Canadian actor, director, Internet celebrity and soccer player

Jon Paul Piques (born June 30, 1986), also known simply as Piques, is a Canadian actor, director, internet celebrity and former soccer player. He has over 12 billion views on YouTube and over 11 million combined followers.

== Career ==
=== Soccer career ===
Piques played as a goalkeeper during his youth and was scouted by Sporting CP through his father's contacts at the Lisbon club. Sporting's officials wanted him to stay, but he was unable to as he was still in ninth grade. He finished up his school year and joined Sporting's academy. During his time there, he became close friends with Miguel Veloso, and although they never played together, Cristiano Ronaldo. Piques was at Sporting for ten months, and FIFA rules determined that he had to return to Canada. He went back to Portugal after turning eighteen, to play for Beja and then for Braga's reserve team, before returning to Canada to play one season with the Montreal Impact. At Braga B, he was second-choice to Eduardo and was a teammate of Diego Costa, both of whom would later play for Chelsea, Piques' favourite club.

In 2007, he played with Montreal's reserve team Trois-Rivières Attak in the Canadian Soccer League, where he won the Open Canada Cup. The following season, he played with division rivals the Italia Shooters, where he won the International Division title.

=== Media career ===
Piques decided to change career paths and attended Humber College, majoring in marketing and sales. After college, Piques worked as a business insurance salesman, but later moved to Los Angeles following initial success on social media. Piques' breakthrough on social media was through Vine, where he posted comedic videos on his way back and forth to his insurance job. Following his success on Vine, Piques expanded into Facebook. Many of Piques’ social media videos involve collaborations with other Vine stars such as Jerry Purpdrank, Amanda Cerny, Lele Pons, Max Jr and King Bach.
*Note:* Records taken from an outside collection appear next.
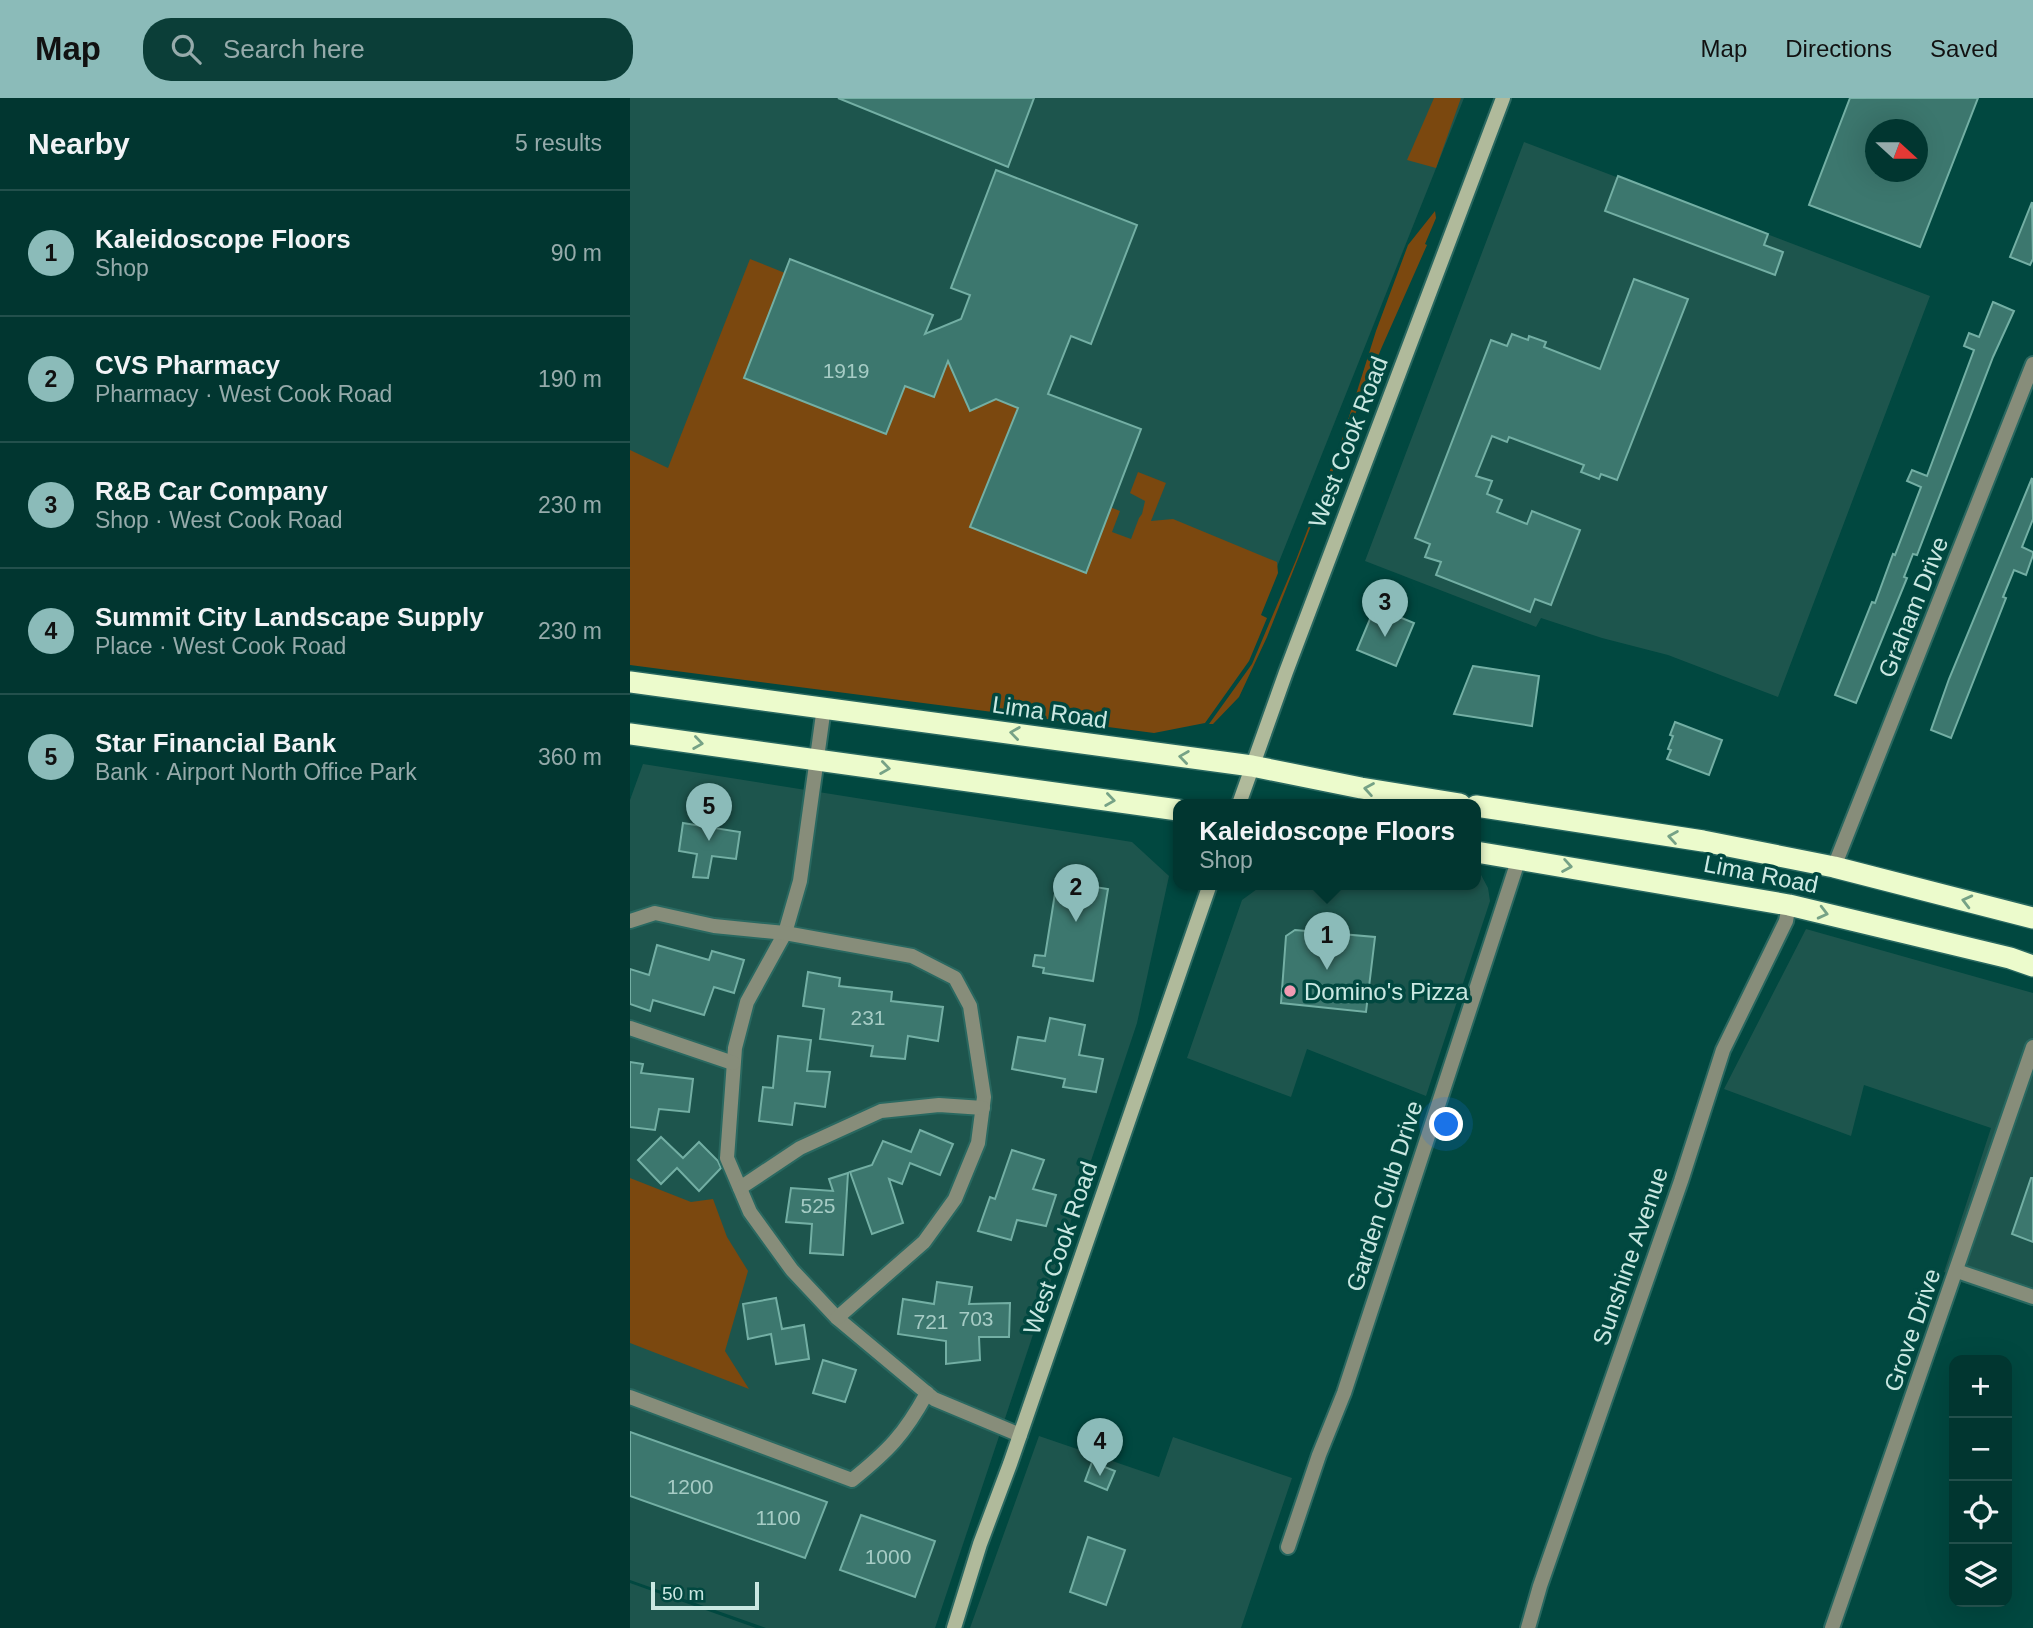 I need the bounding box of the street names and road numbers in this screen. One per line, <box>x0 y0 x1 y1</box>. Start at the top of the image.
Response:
street label: West Cook Road <box>1303 353 1393 531</box>
street label: Graham Drive <box>1873 533 1953 681</box>
street label: Lima Road <box>991 691 1109 733</box>
street label: Lima Road <box>1701 850 1821 898</box>
street label: Garden Club Drive <box>1340 1097 1428 1295</box>
street label: West Cook Road <box>1018 1158 1102 1338</box>
street label: Sunshine Avenue <box>1587 1163 1673 1349</box>
street label: Grove Drive <box>1878 1265 1946 1395</box> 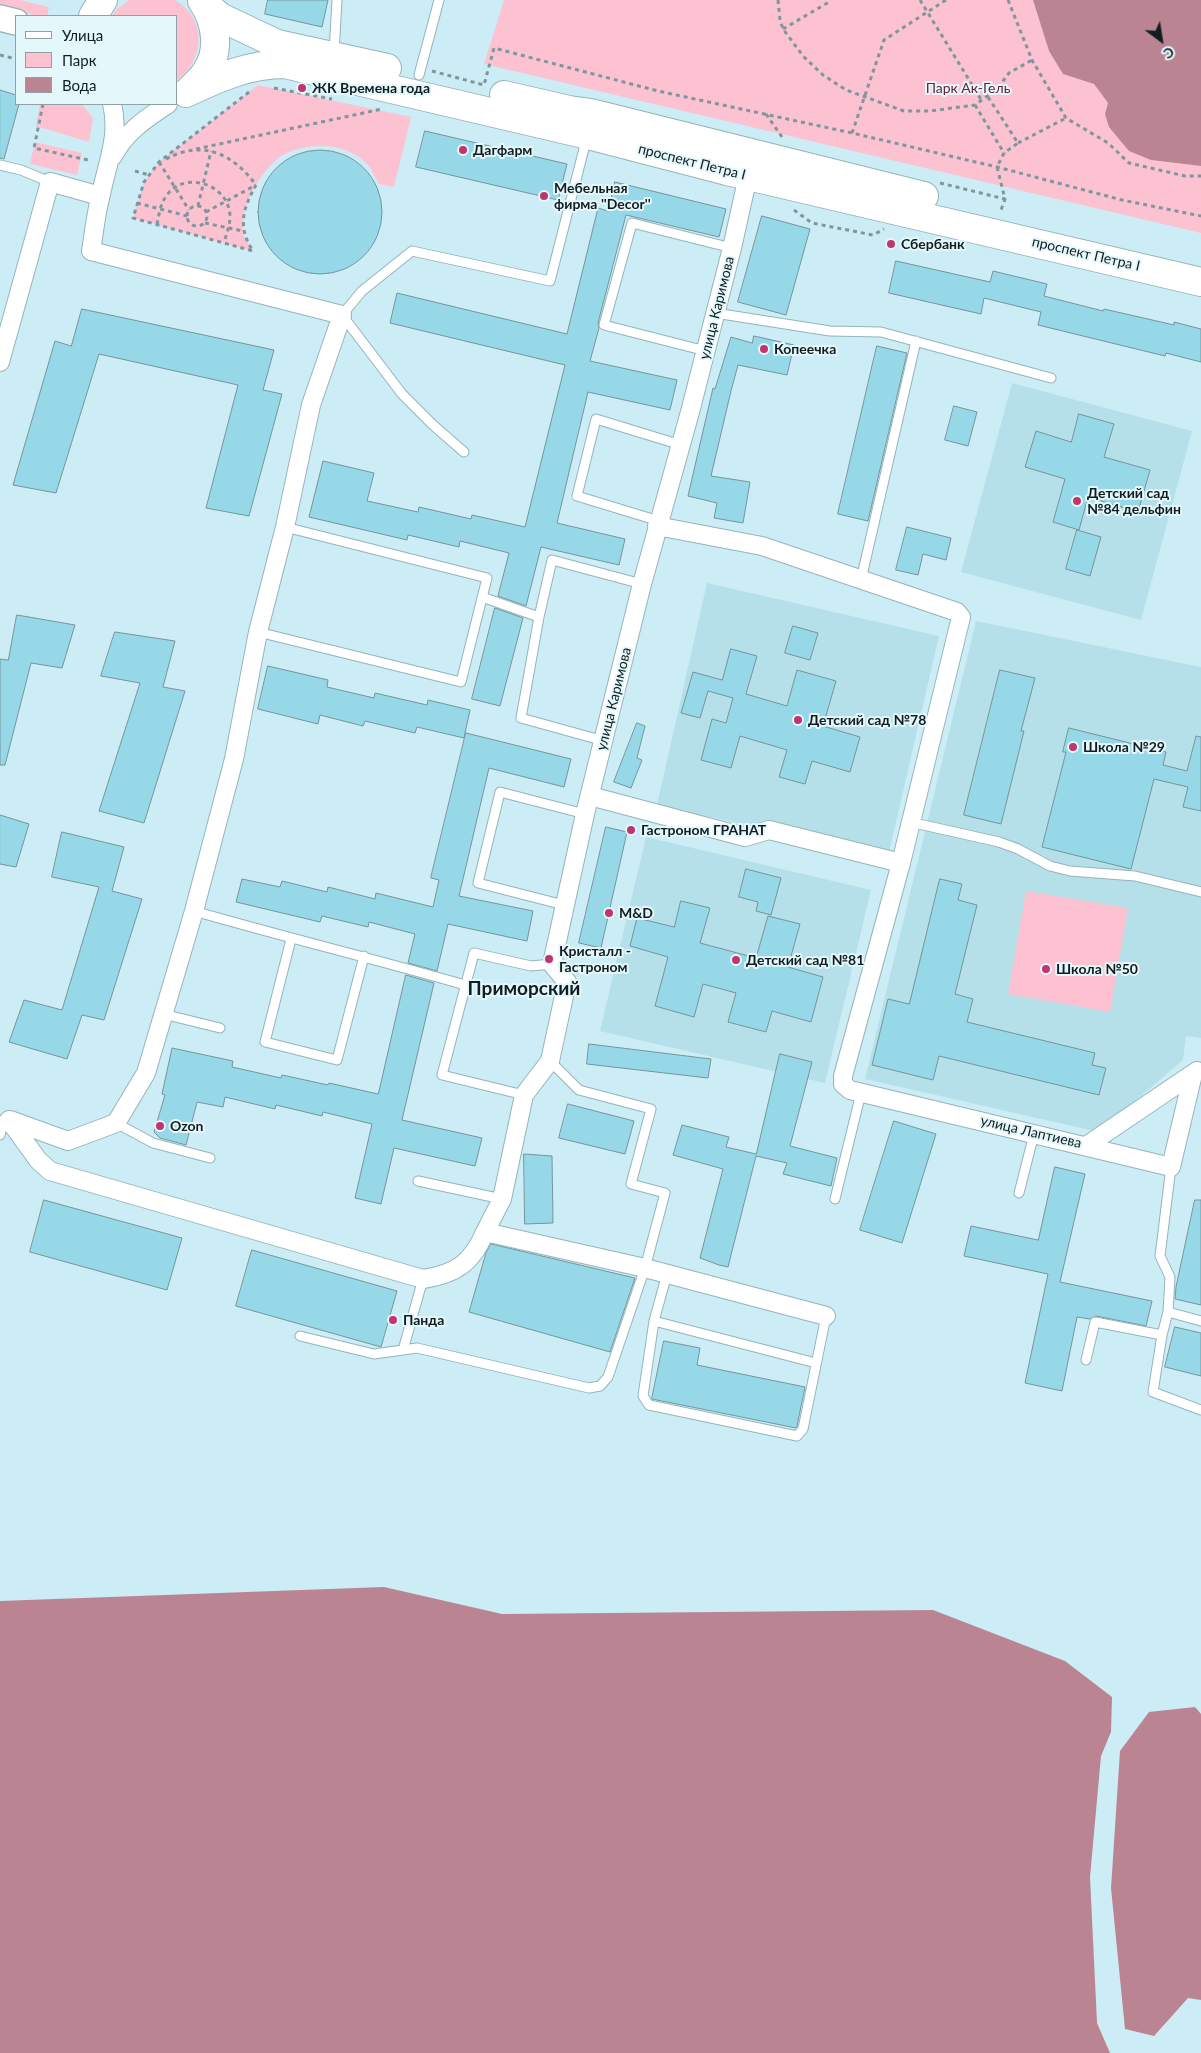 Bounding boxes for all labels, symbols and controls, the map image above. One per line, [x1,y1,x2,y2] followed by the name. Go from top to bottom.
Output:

Piques was a featured speaker in the 2016 SXSW festival in Austin, Texas, where he led the panel about the rise of social media in today's world.

Piques shot his first pilot presentation in May 2016, which he wrote and is starring in for Playboy Digital. In 2018, Piques had a voice role in a six-part animated series Super Slackers, directed by Simpsons director David Silverman. In 2019, he appeared in Airplane Mode, a film featuring several internet celebrities and co-written by the Paul brothers.

Some of the brands Piques has worked with include T-Mobile, Anheuser-Busch and TGI Fridays among others.

== Personal life ==
Piques was raised in Woodbridge, Ontario, Canada. He is of Italian and Portuguese descent.